* **About this exercise**
Return all the data verbatim but without images.

[Input data — start]

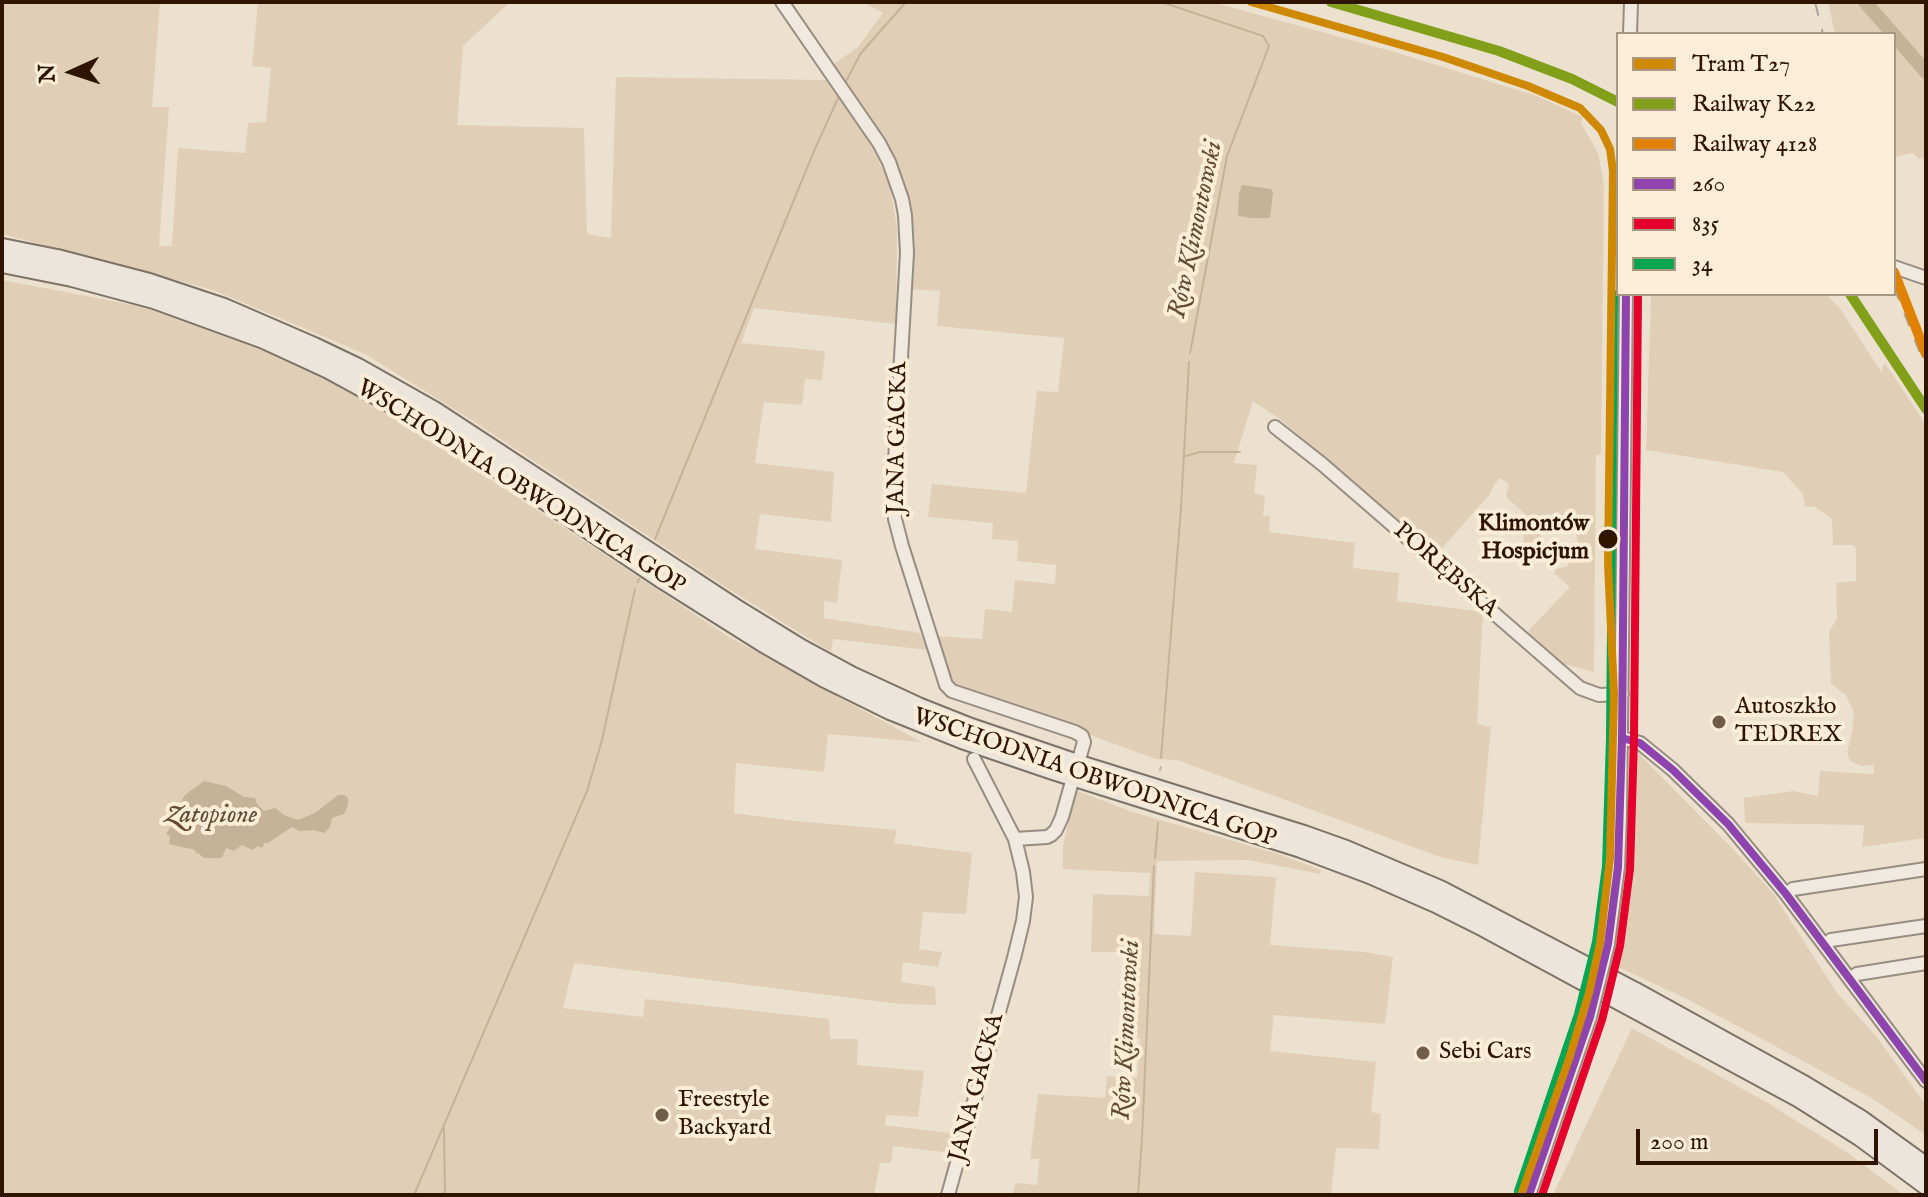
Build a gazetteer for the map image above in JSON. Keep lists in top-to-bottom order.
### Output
{
  "streets": {
    "highway": ["WSCHODNIA OBWODNICA GOP"],
    "street": ["JANA GACKA", "PORĘBSKA"]
  },
  "water": ["Rów Klimontowski", "Zatopione"],
  "places": [
    "Klimontów Hospicjum",
    "Autoszkło TEDREX",
    "Sebi Cars",
    "Freestyle Backyard"
  ],
  "lines": [
    "tram line T27",
    "rail line K22",
    "rail line 4128",
    "transit line 34",
    "transit line 260",
    "transit line 835"
  ],
  "legend": [
    "Tram T27",
    "Railway K22",
    "Railway 4128",
    "260",
    "835",
    "34"
  ],
  "scale_bar": "200 m",
  "north": "left"
}
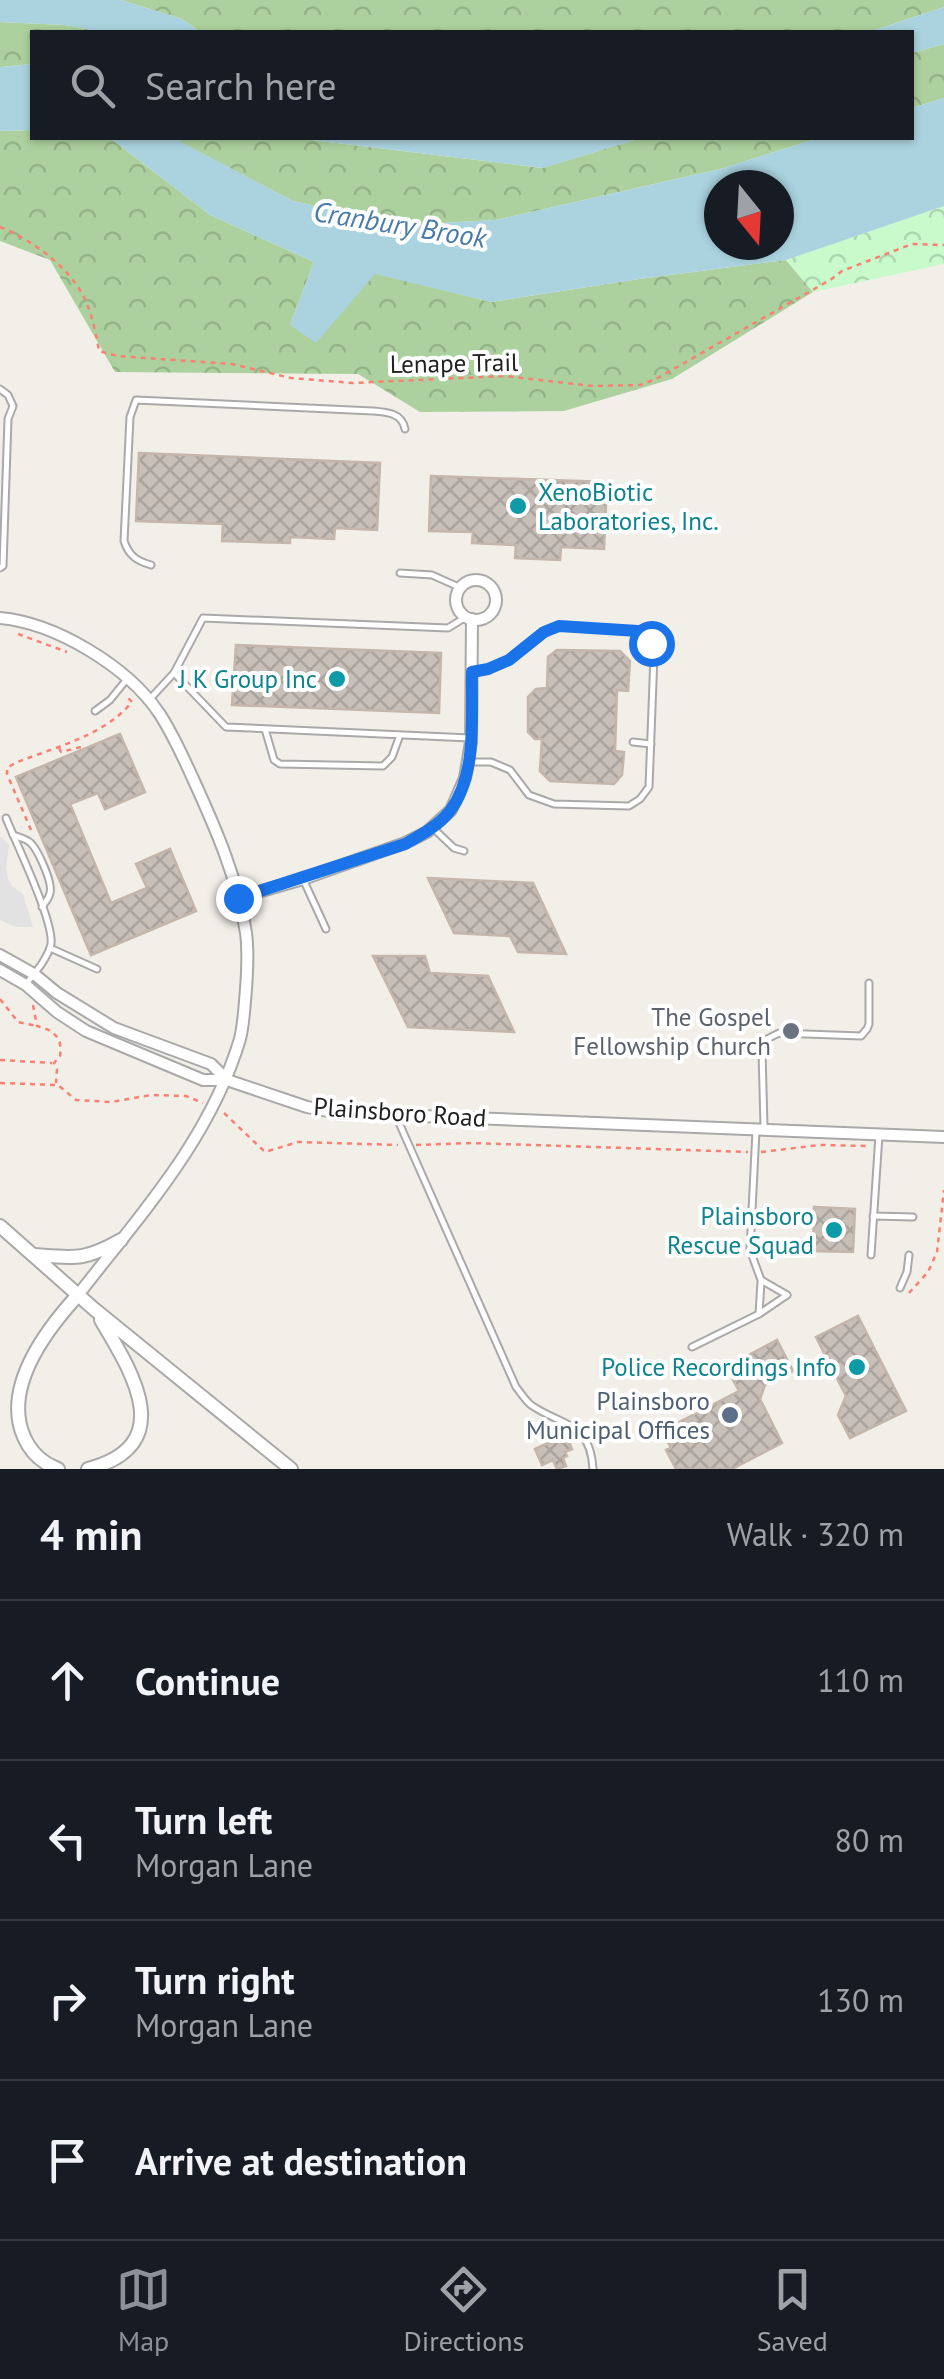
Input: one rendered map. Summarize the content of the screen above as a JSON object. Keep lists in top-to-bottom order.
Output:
{
  "streets": {
    "street": ["Plainsboro Road"],
    "path": ["Lenape Trail"]
  },
  "water": ["Cranbury Brook"],
  "places": [
    "XenoBiotic Laboratories, Inc.",
    "J K Group Inc",
    "The Gospel Fellowship Church",
    "Plainsboro Rescue Squad",
    "Police Recordings Info",
    "Plainsboro Municipal Offices"
  ],
  "north": "bottom",
  "page": {
    "search": "Search here",
    "heading": ["4 min", "Walk · 320 m"],
    "list": [
      ["Continue", "110 m"],
      ["Turn left", "Morgan Lane", "80 m"],
      ["Turn right", "Morgan Lane", "130 m"],
      "Arrive at destination"
    ],
    "nav": ["Map", "Directions", "Saved"]
  }
}
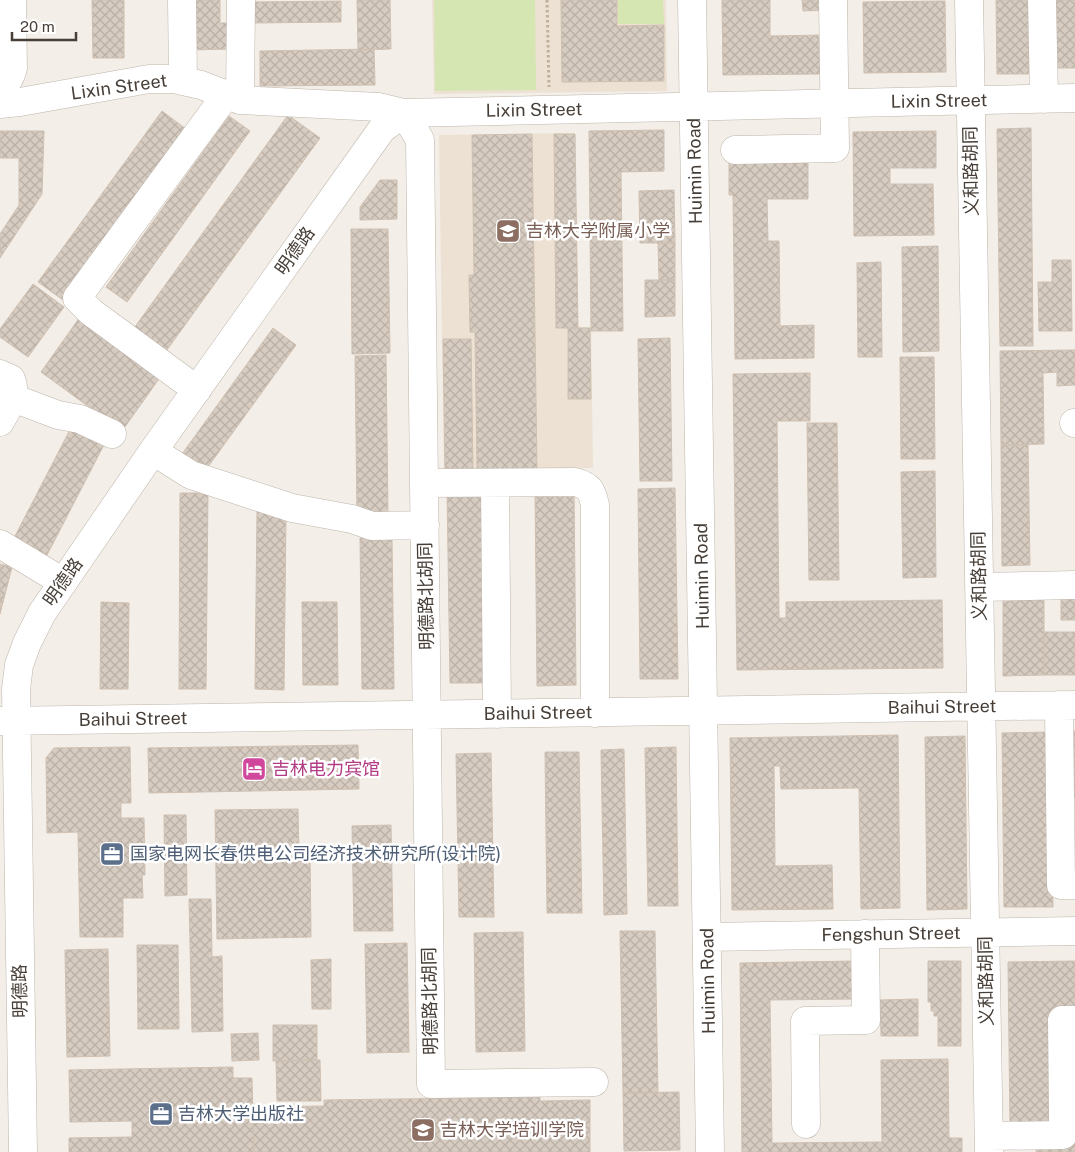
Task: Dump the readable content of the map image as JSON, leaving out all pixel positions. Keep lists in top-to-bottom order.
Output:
{
  "streets": {
    "street": [
      "Lixin Street",
      "Huimin Road",
      "义和路胡同",
      "明德路",
      "明德路北胡同",
      "Baihui Street",
      "Fengshun Street"
    ]
  },
  "crossings": [
    ["Lixin Street", "Huimin Road"],
    ["Lixin Street", "义和路胡同"],
    ["Lixin Street", "明德路"],
    ["Lixin Street", "明德路北胡同"],
    ["Huimin Road", "Baihui Street"],
    ["Huimin Road", "Fengshun Street"],
    ["义和路胡同", "Baihui Street"],
    ["义和路胡同", "Fengshun Street"],
    ["明德路", "明德路北胡同"],
    ["明德路", "Baihui Street"],
    ["明德路北胡同", "Baihui Street"]
  ],
  "places": {
    "school or university": ["吉林大学附属小学", "吉林大学培训学院"],
    "hotel": ["吉林电力宾馆"],
    "office": ["国家电网长春供电公司经济技术研究所(设计院)", "吉林大学出版社"]
  },
  "scale_bar": "20 m"
}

[Input data — finish]

* **Task solution**
Build a gazetteer for the map image above in JSON. Keep lists in top-to-bottom order.
### Output
{
  "streets": {
    "highway": ["WSCHODNIA OBWODNICA GOP"],
    "street": ["JANA GACKA", "PORĘBSKA"]
  },
  "water": ["Rów Klimontowski", "Zatopione"],
  "places": [
    "Klimontów Hospicjum",
    "Autoszkło TEDREX",
    "Sebi Cars",
    "Freestyle Backyard"
  ],
  "lines": [
    "tram line T27",
    "rail line K22",
    "rail line 4128",
    "transit line 34",
    "transit line 260",
    "transit line 835"
  ],
  "legend": [
    "Tram T27",
    "Railway K22",
    "Railway 4128",
    "260",
    "835",
    "34"
  ],
  "scale_bar": "200 m",
  "north": "left"
}
Input: one rendered map. Summarize the content of the screen above as a JSON object. Keep lists in top-to-bottom order.
Output:
{
  "streets": {
    "street": ["Plainsboro Road"],
    "path": ["Lenape Trail"]
  },
  "water": ["Cranbury Brook"],
  "places": [
    "XenoBiotic Laboratories, Inc.",
    "J K Group Inc",
    "The Gospel Fellowship Church",
    "Plainsboro Rescue Squad",
    "Police Recordings Info",
    "Plainsboro Municipal Offices"
  ],
  "north": "bottom",
  "page": {
    "search": "Search here",
    "heading": ["4 min", "Walk · 320 m"],
    "list": [
      ["Continue", "110 m"],
      ["Turn left", "Morgan Lane", "80 m"],
      ["Turn right", "Morgan Lane", "130 m"],
      "Arrive at destination"
    ],
    "nav": ["Map", "Directions", "Saved"]
  }
}
Task: Dump the readable content of the map image as JSON, leaving out all pixel positions. Keep lists in top-to-bottom order.
Output:
{
  "streets": {
    "street": [
      "Lixin Street",
      "Huimin Road",
      "义和路胡同",
      "明德路",
      "明德路北胡同",
      "Baihui Street",
      "Fengshun Street"
    ]
  },
  "crossings": [
    ["Lixin Street", "Huimin Road"],
    ["Lixin Street", "义和路胡同"],
    ["Lixin Street", "明德路"],
    ["Lixin Street", "明德路北胡同"],
    ["Huimin Road", "Baihui Street"],
    ["Huimin Road", "Fengshun Street"],
    ["义和路胡同", "Baihui Street"],
    ["义和路胡同", "Fengshun Street"],
    ["明德路", "明德路北胡同"],
    ["明德路", "Baihui Street"],
    ["明德路北胡同", "Baihui Street"]
  ],
  "places": {
    "school or university": ["吉林大学附属小学", "吉林大学培训学院"],
    "hotel": ["吉林电力宾馆"],
    "office": ["国家电网长春供电公司经济技术研究所(设计院)", "吉林大学出版社"]
  },
  "scale_bar": "20 m"
}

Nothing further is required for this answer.